Della comitiva fanno parte anche Giulia Balzano, archeologa e responsabile dei servizi educativi del museo di Pau e Nicola Mocci, docente di Storia e Istituzioni dell’Asia presso l’università di Sassari; ad accogliere la delegazione sarda sarà Takenaka Toru, professore di Storia dell’Europa presso l’università di Osaka, quindi Yoshiro Abe archeologo e direttore del C.O.L.S. «L’idea di questo viaggio “From Sardinia to Japan: on the trail to Obsidian/Dalla Sardegna al Giappone: in viaggio sul filo dell’Ossidiana” è quella di capire come nel museo giapponese interpretano l’ossidiana e rapporti col territorio. Capita infatti che in centri piccoli un luogo prezioso come il nostro museo riesca a svolgere un ottimo lavoro dal punto di vista didattico e divulgativo ma nel territorio subisca una sorta di invisibilità del bene, l’ossidiana è infatti una risorsa talmente presente che crea una sorta di saturazione».

Come il suo corrispettivo giapponese, il museo di Pau ha due anime, una geologica, dove si racconta che il monte Arci è stato uno dei quattro vulcani del Mediterraneo, e una archeologica dove si racconta lo sfruttamento dell’ossidiana durante tutto il Neolitico. Già prima del 6000 a.C. è provato lo sfruttamento del giacimento che continua nel Neolitico medio, quando l’ossidiana sarda ha cominciato a viaggiare lungo le rotte del Tirreno nel 4500, fino al Nuragico.

«L’Ossidiana rappresenta per i sardi del neolitico – spiega ancora Giulia Balzano – una preziosa materia di commercio tra comunità diverse, ma testimonia anche lo scambio di competenze tecnologiche e culturali. I nuclei di Ossidiana venivano infatti raccolti sul monte e lavorati con grande abilità e precisione. Ma l’ossidiana destinata a prendere il mare partiva dall’isola sotto forma di semilavorato perché questo garantiva una maggiore leggerezza e resistenza agli urti, essendo il vetro vulcanico molto fragile e tagliente».

Il Monte Arci era dunque nel Neolitico un grande massiccio vulcanico che da una parte guardava al Sinis, dall’altra alla Giara di Gesturi: da qui il raggio di azione dei commerci dell’ossidiana sarda portano, attraverso la Corsica, in Liguria, Provenza e Catalogna.
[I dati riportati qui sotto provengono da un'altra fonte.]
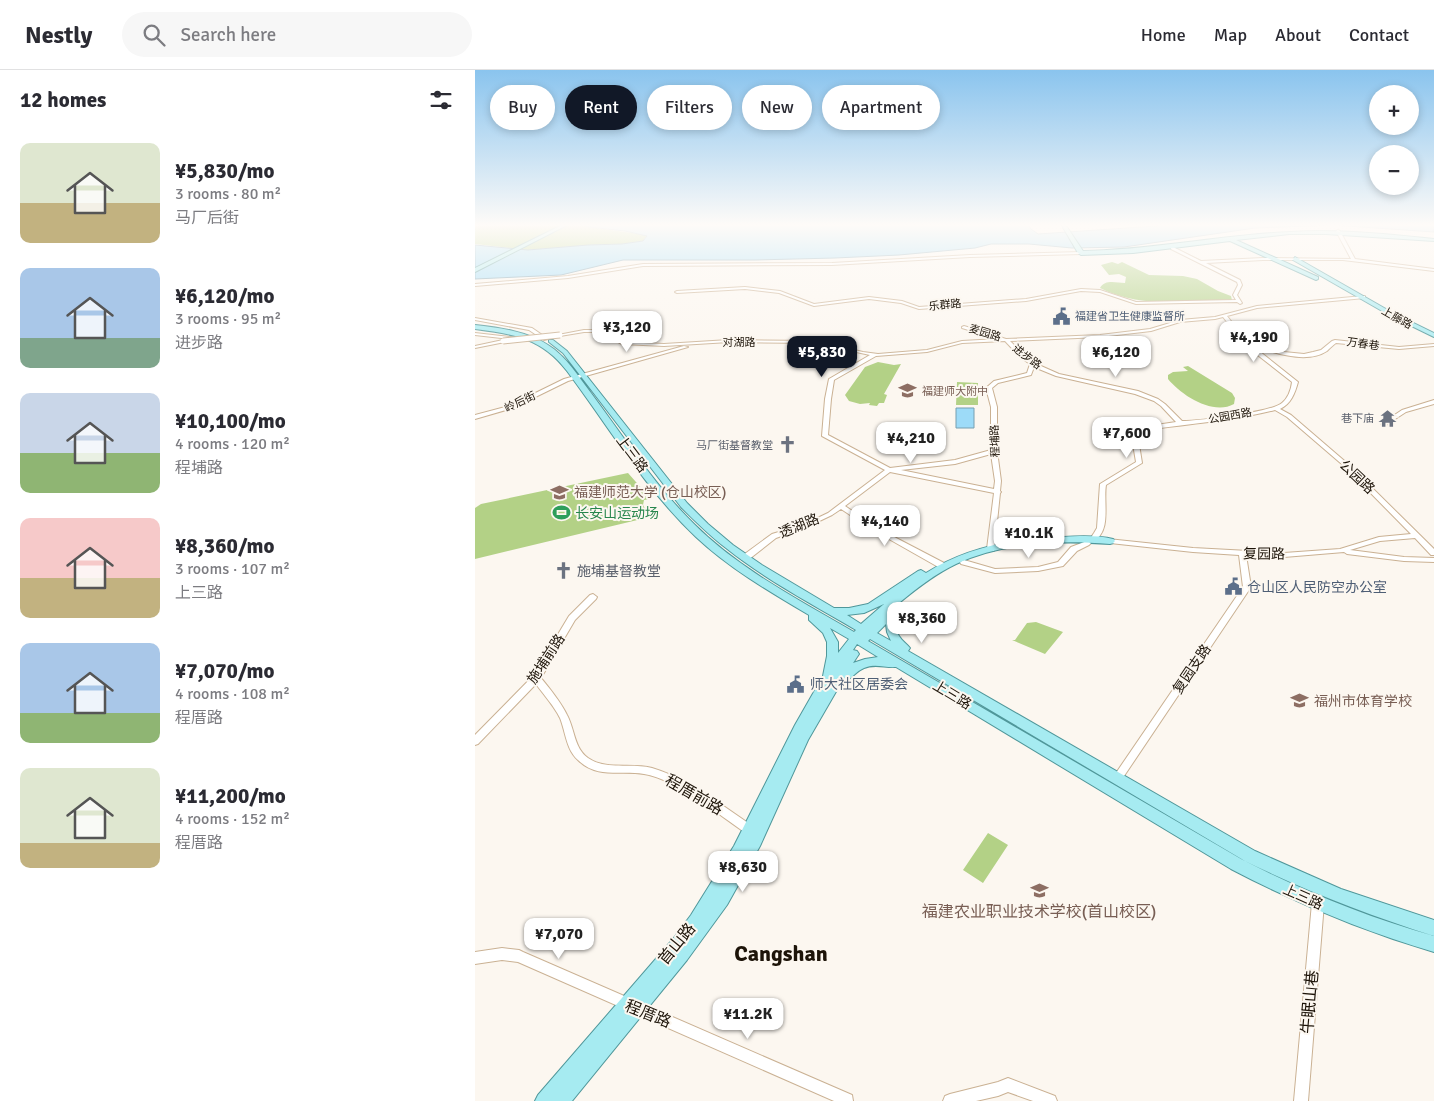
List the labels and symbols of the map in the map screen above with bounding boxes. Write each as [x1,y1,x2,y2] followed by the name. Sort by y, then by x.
[928,297,962,313] street label: 乐群路
[1379,304,1415,332] street label: 上藤路
[1051,306,1071,326] public building icon: 福建省卫生健康监督所
[586,310,668,353] pin: ¥3,120
[1075,310,1185,323] place label: 福建省卫生健康监督所
[1213,320,1295,363] pin: ¥4,190
[967,322,1003,344] street label: 麦园路
[1346,335,1380,353] street label: 万春巷
[723,336,756,349] street label: 对湖路
[781,336,863,378] pin: ¥5,830
[1075,336,1157,378] pin: ¥6,120
[1010,342,1044,372] street label: 进步路
[898,381,918,401] school or university icon: 福建师大附中
[922,385,988,398] place label: 福建师大附中
[502,389,538,415] street label: 岭后街
[1207,406,1253,426] street label: 公园西路
[1378,408,1398,428] temple icon: 巷下庙
[1341,412,1374,425] place label: 巷下庙
[1086,416,1168,459] pin: ¥7,600
[870,422,952,464] pin: ¥4,210
[988,424,1002,458] street label: 程埔路
[613,432,651,476] street label: 上三路
[777,435,797,455] church icon: 马厂街基督教堂
[696,439,773,452] place label: 马厂街基督教堂
[1336,456,1378,498] street label: 公园路
[550,482,570,502] school or university icon: 福建师范大学 (仓山校区)
[574,484,726,501] place label: 福建师范大学 (仓山校区)
[551,503,571,523] sports icon: 长安山运动场
[844,504,926,547] pin: ¥4,140
[575,505,659,522] place label: 长安山运动场
[776,510,822,542] street label: 透湖路
[988,516,1070,559] pin: ¥10.1K
[1243,545,1285,563] street label: 复园路
[553,561,573,581] church icon: 施埔基督教堂
[577,563,661,580] place label: 施埔基督教堂
[1223,577,1243,597] public building icon: 仓山区人民防空办公室
[1247,579,1387,596] place label: 仓山区人民防空办公室
[881,602,963,644] pin: ¥8,360
[524,631,568,687] street label: 施埔前路
[1169,641,1215,697] street label: 复园支路
[786,674,806,694] public building icon: 师大社区居委会
[810,676,908,693] place label: 师大社区居委会
[930,677,974,713] street label: 上三路
[1290,691,1310,711] school or university icon: 福州市体育学校
[1314,693,1412,710] place label: 福州市体育学校
[661,770,727,820] street label: 程厝前路
[702,850,784,893] pin: ¥8,630
[1029,880,1049,900] school or university icon: 福建农业职业技术学校(首山校区)
[1280,881,1326,913] street label: 上三路
[922,902,1156,922] place label: 福建农业职业技术学校(首山校区)
[518,918,600,960] pin: ¥7,070
[654,919,700,969] street label: 首山路
[734,940,828,967] district label: Cangshan
[1297,969,1323,1035] street label: 牛眠山巷
[622,996,674,1032] street label: 程厝路
[707,998,789,1040] pin: ¥11.2K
Il materiale era abbondante e di ottima qualità, non necessitava di miniere né di cave, perché i nuclei di vetro si potevano raccogliere sulle pendici del monte e spesso rotolavano a valle, dove sorgevano i villaggi neolitici che ospitavano le officine di scheggiatura del materiale. Nei sentieri che attraversiamo anche oggi, come quello di Sennixeddu, si cammina sulle schegge che sono lo scarto di lavorazione dei nostri progenitori, il risultato di uno sfruttamento durato più di 3000 anni consecutivi.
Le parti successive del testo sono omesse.